Pharmaceutical giant AbbVie reports strong revenues for next-generation products the company hopes will provide fill-in revenue as Humira (adalimumab) sales decline and more biosimilars to the blockbuster arthritis drug enter the market.

With biosimilar competition closing in on AbbVie’s blockbuster Humira (adalimumab), the pharmaceutical giant reported strong sales for 2 next generation products it expects will retain its market dominance in the psoriasis and rheumatoid arthritis categories, which Humira covers.

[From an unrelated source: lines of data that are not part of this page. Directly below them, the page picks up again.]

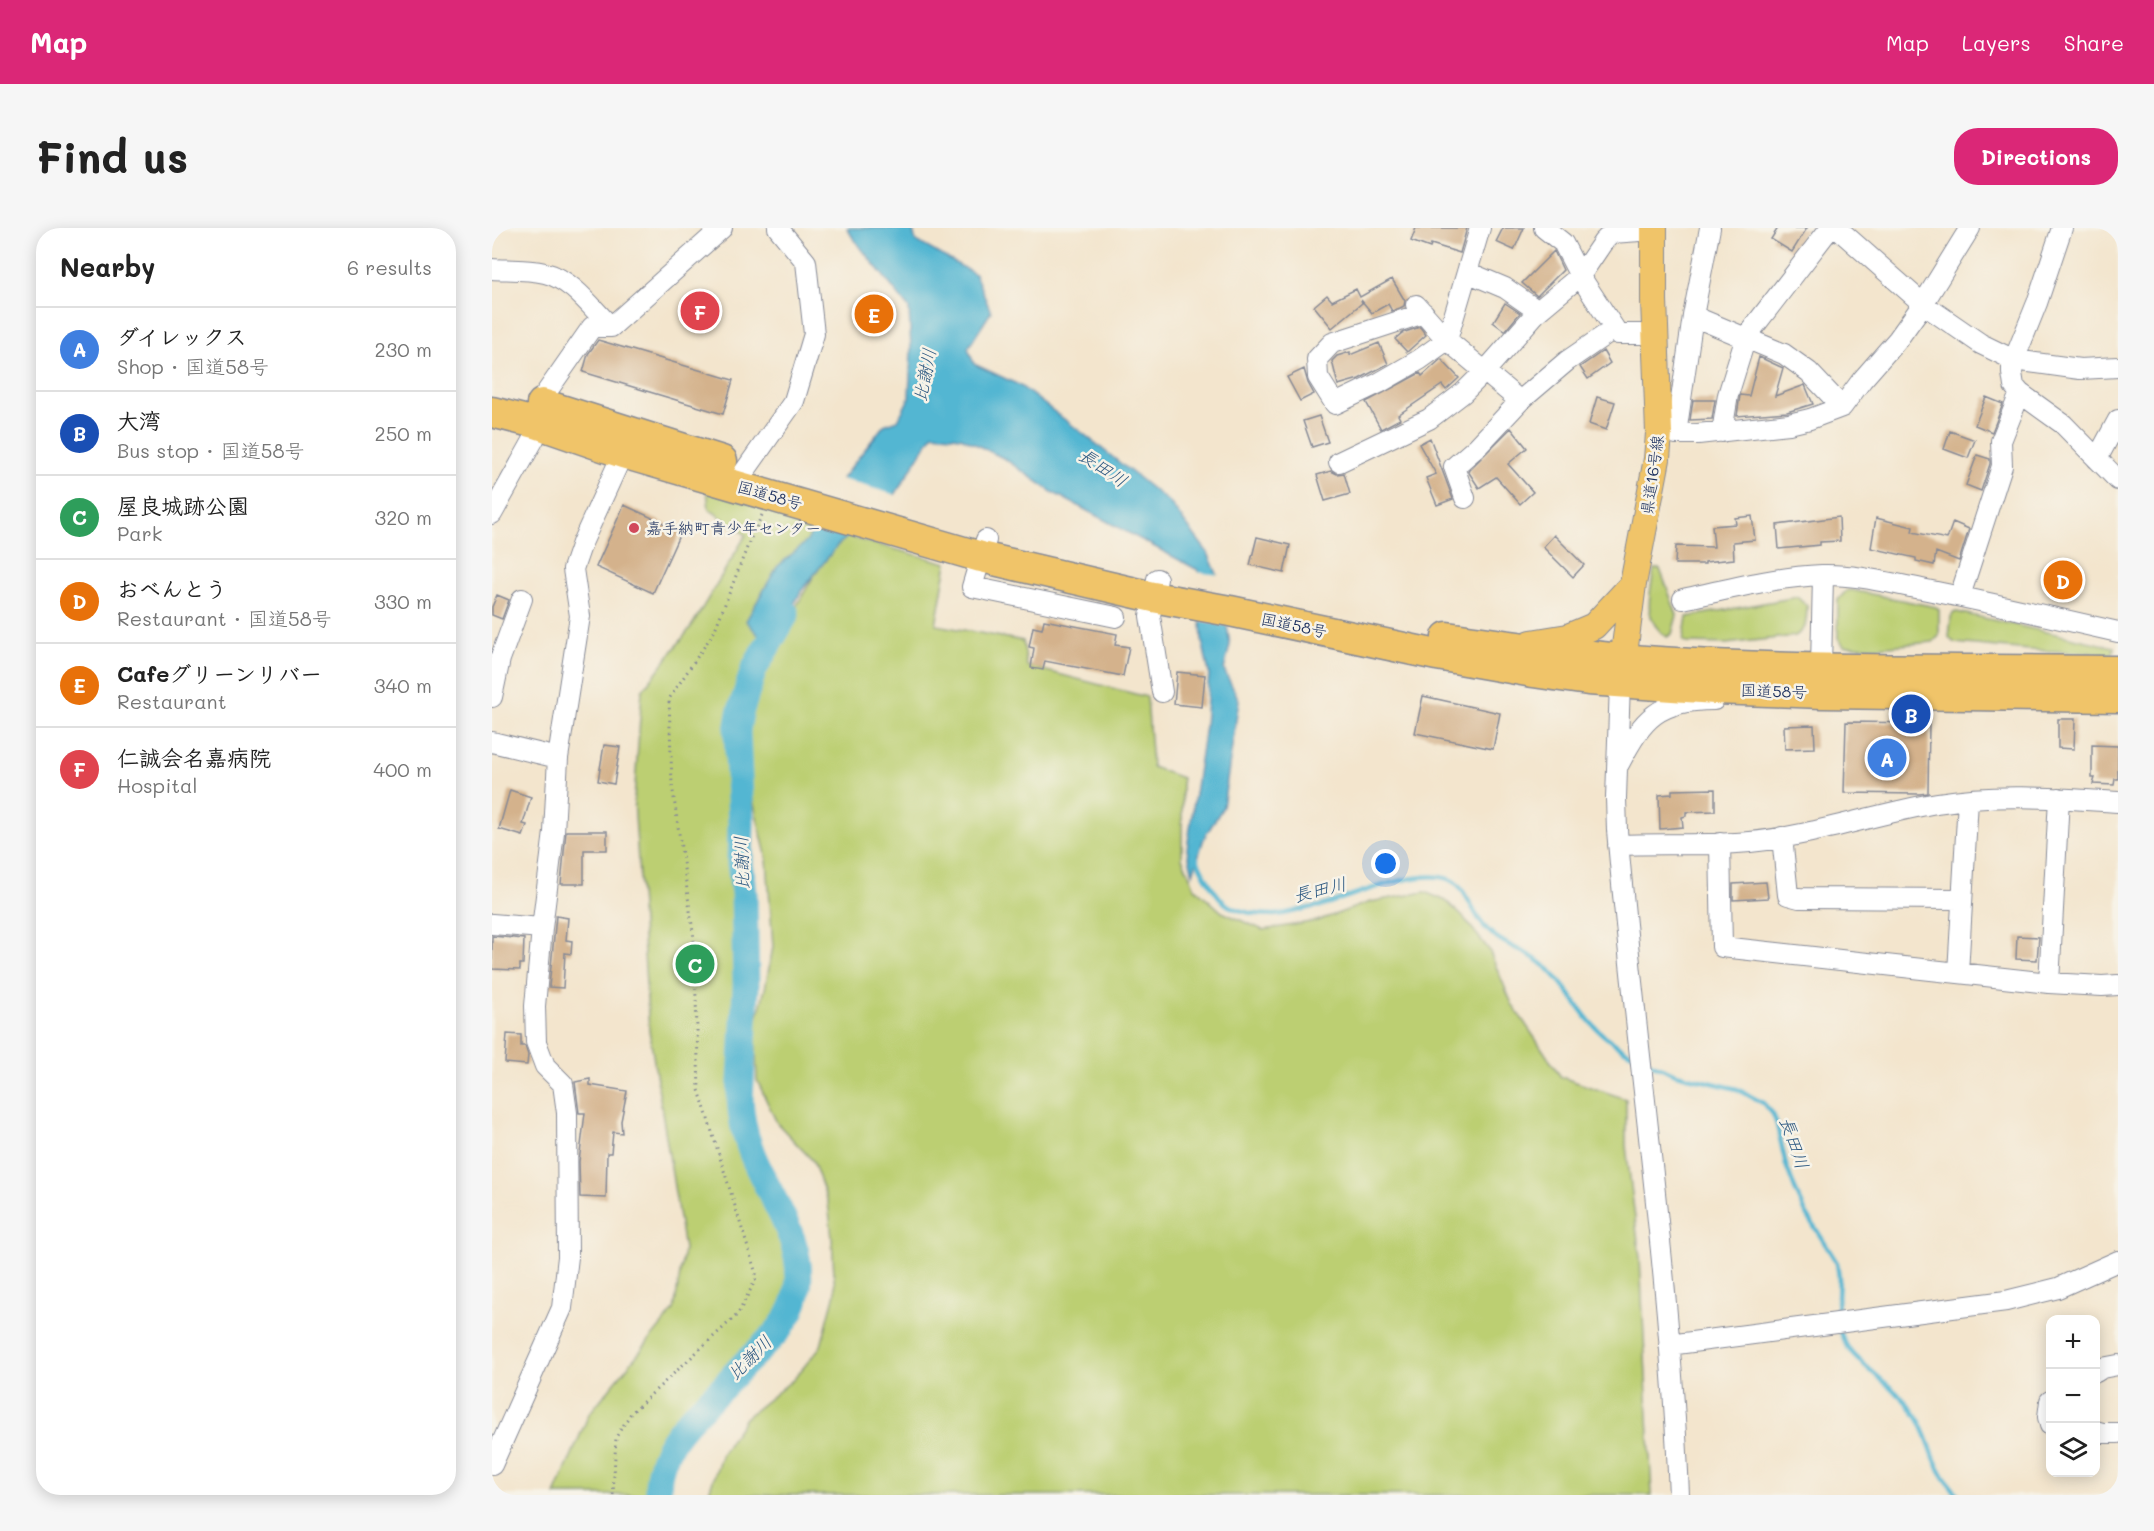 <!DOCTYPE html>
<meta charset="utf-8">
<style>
:root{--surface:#fff;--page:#f6f6f6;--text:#222;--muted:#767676;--line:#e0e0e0;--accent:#db2777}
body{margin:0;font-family:Mali,"Klee One",sans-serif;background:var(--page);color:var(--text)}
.controls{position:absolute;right:18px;bottom:18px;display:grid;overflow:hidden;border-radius:12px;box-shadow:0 3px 15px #0003}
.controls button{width:54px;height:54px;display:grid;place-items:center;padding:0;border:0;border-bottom:2px solid var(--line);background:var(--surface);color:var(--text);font:30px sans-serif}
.you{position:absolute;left:894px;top:636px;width:21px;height:21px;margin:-15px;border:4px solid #fff;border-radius:50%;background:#1a73e8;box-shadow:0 0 0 9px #1a73e833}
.badge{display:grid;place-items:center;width:39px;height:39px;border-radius:50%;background:var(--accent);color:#fff;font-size:20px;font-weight:700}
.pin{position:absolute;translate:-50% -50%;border:3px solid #fff;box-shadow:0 2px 6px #0006}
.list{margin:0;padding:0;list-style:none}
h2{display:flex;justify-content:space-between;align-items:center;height:78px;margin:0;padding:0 24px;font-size:26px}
h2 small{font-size:20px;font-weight:400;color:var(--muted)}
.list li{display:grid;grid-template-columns:39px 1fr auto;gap:18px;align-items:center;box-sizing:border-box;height:84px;padding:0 24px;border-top:2px solid var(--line)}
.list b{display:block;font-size:22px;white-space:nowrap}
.list p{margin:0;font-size:20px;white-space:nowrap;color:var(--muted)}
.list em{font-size:20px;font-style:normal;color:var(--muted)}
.icon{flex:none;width:33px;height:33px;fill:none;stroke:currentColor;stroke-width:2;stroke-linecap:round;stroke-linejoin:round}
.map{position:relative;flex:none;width:1626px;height:1267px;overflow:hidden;border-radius:24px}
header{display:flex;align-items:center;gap:36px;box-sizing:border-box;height:84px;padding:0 30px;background:var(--accent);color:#fff}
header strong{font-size:28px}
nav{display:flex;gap:33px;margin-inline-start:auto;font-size:21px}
.intro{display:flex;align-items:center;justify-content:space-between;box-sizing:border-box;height:144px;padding:0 36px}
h1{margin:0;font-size:42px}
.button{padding:15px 27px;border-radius:24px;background:var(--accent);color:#fff;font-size:21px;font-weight:700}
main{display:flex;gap:36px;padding:0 36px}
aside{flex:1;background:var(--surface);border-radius:24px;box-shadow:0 3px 15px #0003}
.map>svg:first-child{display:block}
.green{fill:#bccf72;stroke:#6c7f68;stroke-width:1.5}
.water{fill:#53b6d2;stroke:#377298;stroke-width:1.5}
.pier{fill:#f3e5cd}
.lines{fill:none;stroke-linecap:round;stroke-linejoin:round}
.stream{stroke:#53b6d2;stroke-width:4.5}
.river{stroke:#53b6d2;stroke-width:27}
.building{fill:#d4b28c}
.minor-casing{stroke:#878a96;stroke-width:22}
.major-casing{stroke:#878a96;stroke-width:28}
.highway-casing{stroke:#878a96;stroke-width:33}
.path{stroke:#878a96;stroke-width:3;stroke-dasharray:1.5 4.5;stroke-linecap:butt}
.minor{stroke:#fff;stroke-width:20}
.major{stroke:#f0c469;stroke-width:26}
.highway{stroke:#f0c469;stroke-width:30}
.poi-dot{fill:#d1495b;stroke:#f7f3e8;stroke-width:2}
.labels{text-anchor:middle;stroke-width:5;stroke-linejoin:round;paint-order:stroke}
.street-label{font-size:16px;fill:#1b2f5e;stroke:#f7f3e8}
.poi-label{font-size:16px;fill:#1b2f5e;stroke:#f7f3e8;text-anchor:start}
.water-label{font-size:18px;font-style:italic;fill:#2c5881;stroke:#f7f3e8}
</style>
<header>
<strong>Map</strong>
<nav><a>Map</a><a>Layers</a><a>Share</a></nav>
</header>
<div class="intro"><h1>Find us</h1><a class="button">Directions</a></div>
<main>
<aside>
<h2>Nearby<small>6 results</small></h2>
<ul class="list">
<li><span class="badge" style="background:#3f7fe0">A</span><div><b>ダイレックス</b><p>Shop · 国道58号</p></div><em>230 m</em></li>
<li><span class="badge" style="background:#1a4fb4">B</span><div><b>大湾</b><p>Bus stop · 国道58号</p></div><em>250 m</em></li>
<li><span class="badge" style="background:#2e9e5b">C</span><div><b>屋良城跡公園</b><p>Park</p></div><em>320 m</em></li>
<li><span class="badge" style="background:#e8710a">D</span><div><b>おべんとう</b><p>Restaurant · 国道58号</p></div><em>330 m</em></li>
<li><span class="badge" style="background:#e8710a">E</span><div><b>Cafeグリーンリバー</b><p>Restaurant</p></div><em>340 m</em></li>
<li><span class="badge" style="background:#e0444e">F</span><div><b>仁誠会名嘉病院</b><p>Hospital</p></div><em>400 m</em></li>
</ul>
</aside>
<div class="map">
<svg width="1626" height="1267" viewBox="0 0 1626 1267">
<rect width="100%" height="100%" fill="#f7f3e8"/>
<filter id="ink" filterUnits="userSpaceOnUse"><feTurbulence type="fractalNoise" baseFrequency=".0167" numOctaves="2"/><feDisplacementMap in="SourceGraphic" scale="12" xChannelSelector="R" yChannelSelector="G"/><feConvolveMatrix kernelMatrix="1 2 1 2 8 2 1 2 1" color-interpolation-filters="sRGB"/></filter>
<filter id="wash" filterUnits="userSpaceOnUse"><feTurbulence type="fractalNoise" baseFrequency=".008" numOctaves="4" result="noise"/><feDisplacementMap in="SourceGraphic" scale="24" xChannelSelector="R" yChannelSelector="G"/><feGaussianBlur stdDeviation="1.35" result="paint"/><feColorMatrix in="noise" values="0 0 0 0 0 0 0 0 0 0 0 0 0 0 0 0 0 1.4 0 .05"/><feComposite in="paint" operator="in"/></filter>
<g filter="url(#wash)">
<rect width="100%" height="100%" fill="#f3e5cd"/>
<!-- green -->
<path class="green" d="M215,262l131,40 -80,131 -21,70 7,162 1,116 -5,90 9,49 45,98 3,48 -14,29 -92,95 -27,38 -5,39h-104l34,-81 85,-104 10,-61 -35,-219 -15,-230 8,-109 49,-64 55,-92 -37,-26z
M346,306l109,29 -11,62 87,16 4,25 120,31 5,70 30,11v80l13,30 27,24 41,18 54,-9 53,-19 55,-10 21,9 18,17 25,32 23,54 49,73 65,22v47l14,112 12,237h-941l-1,-6 12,-36 23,-35 49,-39 27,-33 14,-53 -3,-55 -4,-36 -15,-41 -36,-38 -20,-43 -2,-54 10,-37 8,-42 -6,-88 -16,-67 -10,-62 24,-70z
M1162,341h6l17,46 -5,19 -5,3c-26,-18 -17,-41 -13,-68z
M1359,362l85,17 3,3v26l-6,6 -56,5 -33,-1 -6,-8v-38l8,-9z
M1305,369l10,9c-1,14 1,23 -12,30l-69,8 -39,-1 -4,-2 4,-24z
M1465,384l157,35 -1,7 -83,-4 -75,-7 -6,-5 2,-21 2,-4z"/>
<!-- water -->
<path class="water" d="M355,0h65l4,13 59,33 16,38 -23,36 6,16 45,21 66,50 85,68 38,50 12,28 10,64 -6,25 15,30 -16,107 -19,31 -11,36 -6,-25 18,-123 4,-53 -7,-33 -4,-70 -146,-78 -47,-33 -44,-22 -28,-3 -40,64 -56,48 -35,44 -33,57 -23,-26 31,-54 30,-26 34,-61 43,-55 14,-5 11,-22 2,-48 -2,-42 -56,-70z"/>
<!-- pier -->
<path class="pier" d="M346,250l58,17 -2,6 -38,33 -42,-13z
M703,344l25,3 10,51 -32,-6z"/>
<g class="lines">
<!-- stream -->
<path class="stream" d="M704,628c4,13 21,43 33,50 14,7 31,9 46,9 15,-1 31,-8 46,-9 28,-9 112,-45 136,-22 12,12 16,30 27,42 17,20 43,24 61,40 20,17 31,41 49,60 10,11 27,23 41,29
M1156,834l28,12 61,15 26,14 10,11 4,11 9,40 9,24 11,24 31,50 2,14 -2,42
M1346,1099c3,7 6,15 10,21 21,26 52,41 69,69 9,14 12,28 18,43 5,13 14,24 23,35"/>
<!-- river -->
<path class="river" d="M166,1267c-2,-51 33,-77 66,-109 7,-8 14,-16 22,-24 20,-19 45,-39 51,-68 11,-53 -31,-99 -47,-146 -6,-15 -9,-33 -10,-49l6,-113 -2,-93 -4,-30 1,-41 -4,-91 3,-18 14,-44 32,-55"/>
</g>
<g id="blocks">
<!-- building -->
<path class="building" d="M924,0h51l-7,25 -29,-9 -1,4 -19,-7z
M1011,0h21l-10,22 -18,-8z
M1286,0h29l-15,24 -21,-13z
M1062,23l9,19 -26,26 -15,-13z
M900,51l13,22 -1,5 -4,2 -8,3 -4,-7 -16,9 -11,-13 1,3 -30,25 -18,-22 13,-11 5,6 24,-12 4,8z
M1013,75l15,10 -15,18 -12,-9z
M928,99l6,8 -19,17 -12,-13 7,-6z
M106,112l135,40 -10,34 -140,-42 5,-18z
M887,115l9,21 -29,15 -21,6 -6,-24 5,-5 13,-4v3z
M1111,123l7,12 -22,16 -8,-12z
M1267,129l24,11 -8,28 30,-11 8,19 -26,8 -50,4 3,-21 9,1z
M949,131l18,19 -13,12 -4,-5 -44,30 2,4 -19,10 -15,-27 54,-29 2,3z
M812,141l4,14 6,11 -14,7 -13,-24z
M1105,169l18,5 -9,28 -17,-6z
M1494,169l17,7 -11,28 -17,-7z
M1201,172h22l-3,19 -22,1z
M827,188l9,26 -16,5 -9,-26z
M1019,200l16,20 -19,16 25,28 -13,12 -24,-27 -17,11 -11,-17z
M1458,203l25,9 -7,18 -24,-9z
M938,210l23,61 -16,6 -11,-27 10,-4 -17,-30z
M1485,227l13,4v5l-9,27 -15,-6z
M839,243l6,3 7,-1 6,21 -25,7 -8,-26z
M132,277l57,26 -28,62 -57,-26z
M1260,288l3,24 -22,2 1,17 -29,3v2h-30l1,-18 38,1 -2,-21 24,-2 -1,-6z
M1347,289l1,24 -20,1v3l-41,4 -2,-24z
M1384,290l37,9 -1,5 35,7 6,-17 16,7 -10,32 -23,-9 -2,13 -18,-4v-3l-45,-10z
M1062,307l30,30 -11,12 -30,-30z
M765,309l33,8 -6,28 -34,-8z
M5,367l12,5 -7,19 -10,-4v-8z
M552,392l73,14 -2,11 14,2 -6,29 -78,-15 -2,9 -12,-2 3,-20 -5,-1 4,-20 9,2z
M685,444l28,3 -3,32 -28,-3z
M931,468l77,17 -7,36 -78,-16z
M1566,491h17l-1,30 -16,-1z
M1354,494l83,1 -1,70 -9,1 -75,-1z
M1322,497l1,23 -30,1 -1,-23z
M112,517l16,2 -6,37 -16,-3z
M1600,517l26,1v33h-3l-1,6 -21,-1 2,-6h-3z
M1223,561v22l-29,1v4l-4,1 1,10 -23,2 -1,-34 13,-1v-4z
M18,562l21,7 -8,27 4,1 -4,11 -24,-7z
M74,603h41v19h-23v34h-23z
M1274,654l2,16 -35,2v-16z
M64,688l12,2 -2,22 6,1 -1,13 -6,-1 -2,35 -14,-1z
M0,708l32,3 -1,25h-3v6l-28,-1z
M1525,708l22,1 -2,23 -21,-1z
M15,806l14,1v11h4l3,9 -1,10 -22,-2z
M98,851v6l37,6 -6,30 1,12 -9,-1 -2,21h-4l-1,45 -26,-1 -1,-35 6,-49h-6l-4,-31z"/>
</g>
</g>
<g filter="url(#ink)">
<use href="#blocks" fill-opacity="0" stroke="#878a96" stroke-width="1.5"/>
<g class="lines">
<defs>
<path id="minor" d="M1052,0l19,15 17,33 38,58h37
M1345,0l86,76 58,40 33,16 66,9 38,-2
M0,41c17,1 35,0 53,4 26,6 47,35 66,54
M975,44l38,16 33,23
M924,77l31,35 73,61 47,-40 38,-26
M932,85l-92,30 -15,16 1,18 17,27 44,-21 40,-23 28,-20 33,-112
M1201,88l91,38 25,18 33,35
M1520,131v14l2,13 6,7 43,31 55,56
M1522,132l23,-57 25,-75
M47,175l53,-76h19l111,-99
M1230,204l6,-37 18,-58 84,-109
M1167,205l39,1 91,-10 21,-5 32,-12 20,-27 36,-41 25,-35 47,-76
M1184,206l17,-118 17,-88
M1605,231l21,-39
M847,234l90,-43 34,-26 24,-24 51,-58 42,-35 23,-34 9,-9 42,-3
M243,257l59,-84 20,-67 -8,-72 -28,-34
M973,270l-11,-31 23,-20 43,-46
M0,286l42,-75 5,-15
M494,312l-14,47 144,30
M665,351l-7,37 12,76
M1468,368l42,-130 -1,-25 19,-48
M1191,371c46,-10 92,-22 139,-24 34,-1 67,8 100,14 65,13 131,28 196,43
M1329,440l2,-93
M1128,455l-4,115 1,32c19,222 53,442 62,665
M0,469l8,-38 22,-60
M0,514l66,16
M1127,536c25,-47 38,-63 95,-64
M1290,609l6,58 11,3 163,1
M1228,615l2,104 327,36 53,3 16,-1
M1126,617c44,-2 88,1 132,-3 63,-6 124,-28 187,-39 60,-10 121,-5 181,-1
M0,696l50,4
M1466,745l10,-173
M1557,755l10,-185
M1177,1117l337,-44 52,-13 60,-27
M1604,1144l6,-4 16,-3
M1558,1173l-2,16 2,8
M1604,1203l7,2h15
M0,1237l70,-157 6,-51 -1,-144 -4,-29 -18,-18 -9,-24 -1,-36 7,-78 12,-96 4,-74 22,-142 -7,-47 9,-26 41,-90"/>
<path id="major" d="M1039,415l37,-6 26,-11 39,-42
M1129,449l12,-93 24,-125 2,-26 -5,-133v-72"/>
<path id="highway" d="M50,176l180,57
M0,184l47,12 84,29 358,104 172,40 77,14 207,44 96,17 55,8 127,9 107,4 296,4
M955,409c70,10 141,20 212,25 153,10 306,7 459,9"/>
</defs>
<!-- minor casing -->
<use href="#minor" class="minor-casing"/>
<!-- major casing -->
<use href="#major" class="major-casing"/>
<!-- highway casing -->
<use href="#highway" class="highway-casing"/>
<!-- path -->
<path class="path" d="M121,1267l3,-58 15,-24 107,-99 19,-37 -58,-187 -5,-151 -22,-155 -3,-85 45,-67 36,-92 12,-25"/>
<!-- minor -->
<use href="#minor" class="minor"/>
<!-- major -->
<use href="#major" class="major"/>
<!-- highway -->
<use href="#highway" class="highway"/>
</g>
</g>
<!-- markers -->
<circle class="poi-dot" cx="142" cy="300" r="6"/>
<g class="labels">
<!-- street labels -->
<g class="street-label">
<text transform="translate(1160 247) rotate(-82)" y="6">県道16号線</text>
<text transform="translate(278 267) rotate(16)" y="6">国道58号</text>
<text transform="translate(802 397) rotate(12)" y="6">国道58号</text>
<text transform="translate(1282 463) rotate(2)" y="6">国道58号</text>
</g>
<!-- poi labels -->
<g class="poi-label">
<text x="154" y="306">嘉手納町青少年センター</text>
</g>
<!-- water labels -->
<g class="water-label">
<text transform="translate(433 147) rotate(-79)" y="6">比謝川</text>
<text transform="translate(611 240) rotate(34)" y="6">長田川</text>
<text transform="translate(250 635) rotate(-92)" y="6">比謝川</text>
<text transform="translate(828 662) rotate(-14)" y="6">長田川</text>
<text transform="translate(1302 915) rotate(71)" y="6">長田川</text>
<text transform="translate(258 1130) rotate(-45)" y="6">比謝川</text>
</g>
</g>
</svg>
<div class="controls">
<button>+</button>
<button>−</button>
<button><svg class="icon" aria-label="layers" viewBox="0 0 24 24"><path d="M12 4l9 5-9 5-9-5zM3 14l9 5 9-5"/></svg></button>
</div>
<div class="you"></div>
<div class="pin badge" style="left:1395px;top:530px;background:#3f7fe0">A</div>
<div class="pin badge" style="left:1419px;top:486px;background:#1a4fb4">B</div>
<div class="pin badge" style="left:203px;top:736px;background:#2e9e5b">C</div>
<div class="pin badge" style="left:1571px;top:352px;background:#e8710a">D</div>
<div class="pin badge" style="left:382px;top:86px;background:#e8710a">E</div>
<div class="pin badge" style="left:208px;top:83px;background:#e0444e">F</div>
</div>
</main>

Global net revenues for psoriasis drug risankizumab (Skyrizi), launched in May 2019, hit $355 million for the full-year 2019 and $216 million in the fourth quarter, the company said in a February 7 earnings call. Global net revenues for rheumatoid arthritis drug upadacitinib (Rinvoq), launched in August 2019, were $47 million for all of 2019 and $33 million in the fourth quarter.

AbbVie projected the combined 2020 revenues for Skyrizi and Rinvoq to be approximately $1.7 billion. “We expect Skyrizi and Rinvoq to have full coverage across the major disease areas for which Humira is currently approved, plus new areas such as atopic dermatitis,” Michael E. Severino, vice chairman and president of AbbVie, said during the call.

Both Skyrizi and Rinvoq “have demonstrated strong differentiated efficacy in their initial indications,” and AbbVie is also “making considerable progress to expand their uses in several additional immune-mediated diseases,” added Richard A. Gonzalez, chairman and chief executive officer.

Company officials are pinning their hopes on these new products as Humira market share erodes in Europe and faces biosimilar competition from multiple products that could enter the US market in 2023. Also, the company faces many legal actions against its Humira marketing practices and filing of over 100 patents related to the drug, which are alleged to have been filed mainly to prevent competition.

The company said 2019 Humira sales in the United States were $14.9 billion, up 8.6% versus 2018. “International Humira sales were approximately $950 million in the [fourth] quarter, down 25.4% operationally, reflecting biosimilar competition across Europe and other international markets,” said Robert A. Michael, executive vice president and chief financial officer.

Humira’s 2019 net revenues in Europe were $4.3 billion, a 31.3% decrease since the addition of biosimilar versions into the market, a trend expected to carry into the US when patents expire beginning in 2023.

In 2023 in the United States, Humira faces possible competition from at least 5 biosimilars from 5 makers: Amgen, Amjevita; Merck, Hadima; Boehringer Ingelheim, Cyltezo; Sandoz, Hyrimoz; and Pfizer, Abrilada.

AbbVie continues to grow, reporting a full-year net revenue of $33.3 billion, up 2.7%, despite the increasing biosimilar competition in the European market. This is largely due to Skyrizi and Rinvoq, but also hematology-oncology products ibrutinib (Imbruvica) and venetoclax (Venclexta), officials said.

Full-year global net revenues from hematology-oncology drugs were up 39.3% from 2018. AbbVie has built a substantial franchise with ibrutinib (Imbruvica) and venetoclax (Venclexta), which brought in nearly $5.5 billion in combined revenue. The company predicted strong, double-digit growth again in 2020.

“[Ibrutinib] remains the clear market share leader across all lines of therapy and [chronic lymphocytic leukemia] with the largest body of clinical evidence [and] a robust survival benefit…. We remain confident that [ibrutinib] will be a significant growth contributor for many years to come,” Gonzalez said.

AbbVie expects to close pending transactions on the acquisition of Allergan in the first quarter of 2020. The deal to buy Allergan for $63 billion is partly intended to shore up any revenue declines from Humira market share declines. The Allergan acquisition brings blockbuster revenues from Botox, neuroscience and gastrointestinal drugs.